Once a popular 60’s band, The Raiders had to reinvent themselves in the early 70’s to stay relevant, this album being a case in point.
Written by: Eric
ARTIST: The Raiders
ALBUM: Country Wine
LABEL: CBS
SERIAL: 31196
CD REISSUE: Discogs Reissue List
COUNTRY OF ORIGIN: USA
LINEUP: Mark Lindsay – vocals * Freddy Weller – lead guitar * Keith Allison – bass * Omar Martinez – drums, vocals * Robert Wooley – keyboards
TRACK LISTING: 01 Country Wine * 02 Powder Blue Mercedes Queen * 03 Hungry For Some Lovin’ * 04 Baby Make Up Your Mind * 05 Take A Stand * 06 Where Are Your Children * 07 Ballad Of The Unloved * 08 American Family * 09 Golden Girl Sometimes * 10 Farewell To A Golden Girl
Background
Paul Revere & The Raiders are one of the handful of 60’s pop bands whose early appeal I’ve never quite understood. Their run-of-the-mill garage rock and eighteenth century pre Adam Ant costume shtick couldn’t mask an average band that got lucky several times over with a string of chart singles and a seemingly endless residence on Dick Clark’s ‘American Bandstand’.
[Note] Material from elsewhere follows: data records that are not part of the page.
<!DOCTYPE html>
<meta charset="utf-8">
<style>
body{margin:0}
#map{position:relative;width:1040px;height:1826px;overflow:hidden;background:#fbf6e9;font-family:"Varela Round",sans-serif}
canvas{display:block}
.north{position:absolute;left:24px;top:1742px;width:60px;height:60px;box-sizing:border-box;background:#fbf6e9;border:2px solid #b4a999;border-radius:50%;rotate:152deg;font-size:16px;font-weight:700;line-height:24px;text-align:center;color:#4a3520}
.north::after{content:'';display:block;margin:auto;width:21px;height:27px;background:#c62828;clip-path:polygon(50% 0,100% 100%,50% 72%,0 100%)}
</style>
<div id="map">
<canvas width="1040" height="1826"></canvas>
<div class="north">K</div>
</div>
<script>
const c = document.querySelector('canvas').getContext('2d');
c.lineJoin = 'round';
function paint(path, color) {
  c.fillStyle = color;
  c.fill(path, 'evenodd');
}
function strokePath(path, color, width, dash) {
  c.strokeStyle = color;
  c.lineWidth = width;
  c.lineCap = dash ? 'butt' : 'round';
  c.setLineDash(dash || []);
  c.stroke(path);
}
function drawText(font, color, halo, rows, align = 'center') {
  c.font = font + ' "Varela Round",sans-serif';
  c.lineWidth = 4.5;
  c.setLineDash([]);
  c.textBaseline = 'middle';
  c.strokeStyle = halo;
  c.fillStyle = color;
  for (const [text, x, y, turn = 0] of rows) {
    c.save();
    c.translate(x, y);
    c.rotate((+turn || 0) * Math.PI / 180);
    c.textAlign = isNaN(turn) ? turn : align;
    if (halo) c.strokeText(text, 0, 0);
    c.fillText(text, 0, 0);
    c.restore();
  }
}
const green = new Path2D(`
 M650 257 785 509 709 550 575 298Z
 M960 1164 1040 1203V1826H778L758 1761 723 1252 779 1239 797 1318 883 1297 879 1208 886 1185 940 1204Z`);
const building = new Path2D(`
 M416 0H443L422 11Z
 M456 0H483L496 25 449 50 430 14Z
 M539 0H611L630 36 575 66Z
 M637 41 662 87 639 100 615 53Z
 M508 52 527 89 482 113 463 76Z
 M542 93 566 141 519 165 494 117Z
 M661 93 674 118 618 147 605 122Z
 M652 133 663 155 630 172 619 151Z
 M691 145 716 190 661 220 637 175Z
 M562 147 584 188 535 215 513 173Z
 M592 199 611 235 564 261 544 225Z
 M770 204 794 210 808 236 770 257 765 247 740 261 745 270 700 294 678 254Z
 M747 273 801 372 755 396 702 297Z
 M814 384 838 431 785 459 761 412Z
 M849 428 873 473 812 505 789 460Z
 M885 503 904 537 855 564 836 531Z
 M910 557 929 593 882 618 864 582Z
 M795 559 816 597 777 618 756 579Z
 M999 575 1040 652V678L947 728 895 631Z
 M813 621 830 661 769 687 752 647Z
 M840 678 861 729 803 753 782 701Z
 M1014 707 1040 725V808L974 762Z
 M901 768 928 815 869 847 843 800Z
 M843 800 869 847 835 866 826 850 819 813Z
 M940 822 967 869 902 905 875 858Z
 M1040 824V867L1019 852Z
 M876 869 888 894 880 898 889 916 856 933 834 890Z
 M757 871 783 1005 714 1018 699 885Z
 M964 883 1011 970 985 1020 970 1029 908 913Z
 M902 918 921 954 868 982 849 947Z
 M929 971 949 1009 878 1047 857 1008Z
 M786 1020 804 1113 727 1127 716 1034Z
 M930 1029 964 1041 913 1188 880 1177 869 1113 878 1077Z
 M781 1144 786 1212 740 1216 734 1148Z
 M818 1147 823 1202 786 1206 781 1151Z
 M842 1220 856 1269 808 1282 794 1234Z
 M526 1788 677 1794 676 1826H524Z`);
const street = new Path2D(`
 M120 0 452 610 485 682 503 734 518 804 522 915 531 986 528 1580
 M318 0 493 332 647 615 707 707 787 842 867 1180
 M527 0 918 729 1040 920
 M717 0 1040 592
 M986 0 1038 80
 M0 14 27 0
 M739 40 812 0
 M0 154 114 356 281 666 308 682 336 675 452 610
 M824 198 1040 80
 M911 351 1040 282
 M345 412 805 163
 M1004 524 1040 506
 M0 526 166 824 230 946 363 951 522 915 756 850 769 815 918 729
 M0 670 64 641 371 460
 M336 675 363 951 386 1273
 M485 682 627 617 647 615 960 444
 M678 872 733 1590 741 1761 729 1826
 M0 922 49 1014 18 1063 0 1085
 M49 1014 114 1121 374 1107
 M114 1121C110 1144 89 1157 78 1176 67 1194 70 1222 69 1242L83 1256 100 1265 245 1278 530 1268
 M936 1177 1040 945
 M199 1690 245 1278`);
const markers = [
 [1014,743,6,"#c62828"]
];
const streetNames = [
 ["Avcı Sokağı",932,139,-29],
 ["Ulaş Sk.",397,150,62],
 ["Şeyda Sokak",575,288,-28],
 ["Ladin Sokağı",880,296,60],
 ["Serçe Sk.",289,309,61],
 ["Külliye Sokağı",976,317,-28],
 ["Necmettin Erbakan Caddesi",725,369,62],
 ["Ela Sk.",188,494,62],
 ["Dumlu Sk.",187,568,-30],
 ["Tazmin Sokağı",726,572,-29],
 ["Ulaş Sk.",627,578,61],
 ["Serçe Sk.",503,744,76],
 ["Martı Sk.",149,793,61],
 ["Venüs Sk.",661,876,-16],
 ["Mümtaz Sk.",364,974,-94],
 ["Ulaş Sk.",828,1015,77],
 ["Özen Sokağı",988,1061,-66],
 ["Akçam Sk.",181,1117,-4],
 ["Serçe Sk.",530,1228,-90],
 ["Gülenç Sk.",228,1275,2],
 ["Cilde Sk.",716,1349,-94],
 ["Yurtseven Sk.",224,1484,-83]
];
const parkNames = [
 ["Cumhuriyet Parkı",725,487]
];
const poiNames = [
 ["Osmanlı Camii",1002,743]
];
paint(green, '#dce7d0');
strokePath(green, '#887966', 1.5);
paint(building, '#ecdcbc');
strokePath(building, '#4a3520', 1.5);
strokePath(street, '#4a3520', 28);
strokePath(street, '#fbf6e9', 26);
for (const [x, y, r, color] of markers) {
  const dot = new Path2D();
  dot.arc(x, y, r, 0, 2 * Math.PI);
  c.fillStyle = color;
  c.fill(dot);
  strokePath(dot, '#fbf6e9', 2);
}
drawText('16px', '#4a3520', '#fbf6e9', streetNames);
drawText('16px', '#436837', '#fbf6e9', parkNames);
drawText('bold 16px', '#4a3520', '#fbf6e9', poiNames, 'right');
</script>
By the close of the decade, the group wised up and started playing music worthy of the times, releasing two superb albums, the psychedelic ‘Something Happening’ in 1968, and the bubblegum happy ‘Hard ‘N’ Heavy (With Marshmallow)’. But the hits had stopped coming and by 1971 the boys dropped Paul Revere (who hadn’t been a member of the band for several years) for the more simple and serviceable – The Raiders.
One more hit with ‘Indian Reservation’ gave the group some much needed credibility, but for the kids holed up in their parent’s wood paneled basement sucking on their friend’s water bong and zoning out to Jethro Tull and Led Zeppelin, The Raider’s couldn’t have been more irrelevant.
The Songs
It was behind this formidable backdrop The Raiders decided to mix it up a bit, avoiding the pre-pubescent appeal of their previous work for a mature sound that wasn’t exactly fist in the air-kick ass rock, but an album that took a direct swipe at bands like Three Dog Night, showing an uninterested public they could do it too.
The title track isn’t the best of starts, but ‘Powder Blue Mercedes Queen’ more than makes up for it with a riff borrowed directly from Mountain‘s ‘Mississippi Queen’. Sure, it lacks the power of the source material but a great tune nonetheless that put The Raiders back on rock radio.
‘Hungry for Some Lovin’ did the same, sounding like late 70’s Santana with fuzzy guitar from long standing Raider’s guitarist Freddy Weller. ‘Baby Make Up Your Mind’ conjures up memories of sunny pop heavies First Class and Jigsaw, digging deep in the recesses of your brain.
While ‘Take A Stand’ checkmates Three Dog Night at their own game and at this point I’m ready to listen to whatever The Raiders have to offer. On the flip the band sound like The Association and Tommy James & The Shondells and that’s not a bad thing since I’m a worshipper of both.
Summery and effervescent, The Raiders nail the soft rock sound, from the swirling melodies of ‘American Family’ to the haunting Brian Wilson-esque experimentation of ‘Farewell To A Golden Girl’, this slab-o-plastic is a keeper.
In Summary
On the downside don’t bother looking for ‘Country Wine’ on CD, it’s never been reissued as far as I can tell, while their early material has been on digital in numerous and in most cases needless issues for years.